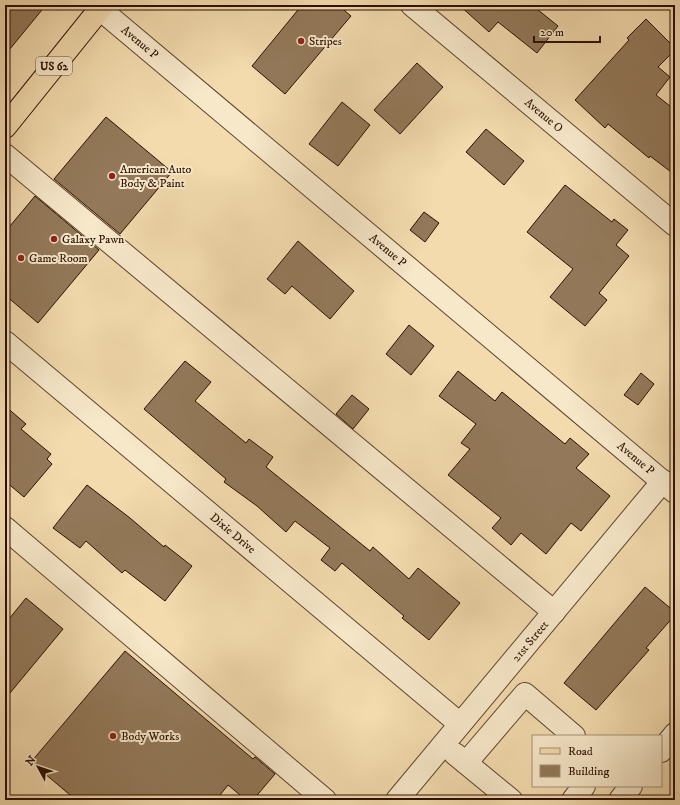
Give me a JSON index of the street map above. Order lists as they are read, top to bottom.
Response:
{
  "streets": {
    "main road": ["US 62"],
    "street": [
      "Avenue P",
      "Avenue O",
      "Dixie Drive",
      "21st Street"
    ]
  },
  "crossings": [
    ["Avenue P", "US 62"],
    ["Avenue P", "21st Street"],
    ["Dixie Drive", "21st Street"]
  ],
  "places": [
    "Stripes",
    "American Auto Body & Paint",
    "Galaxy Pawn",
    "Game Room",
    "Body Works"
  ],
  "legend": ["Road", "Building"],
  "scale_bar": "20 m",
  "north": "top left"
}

→ **The problem**:
Without the pictures, print the records in full, exactly as they appear.

→ **Solved problem**:
Give me a JSON index of the street map above. Order lists as they are read, top to bottom.
Response:
{
  "streets": {
    "main road": ["US 62"],
    "street": [
      "Avenue P",
      "Avenue O",
      "Dixie Drive",
      "21st Street"
    ]
  },
  "crossings": [
    ["Avenue P", "US 62"],
    ["Avenue P", "21st Street"],
    ["Dixie Drive", "21st Street"]
  ],
  "places": [
    "Stripes",
    "American Auto Body & Paint",
    "Galaxy Pawn",
    "Game Room",
    "Body Works"
  ],
  "legend": ["Road", "Building"],
  "scale_bar": "20 m",
  "north": "top left"
}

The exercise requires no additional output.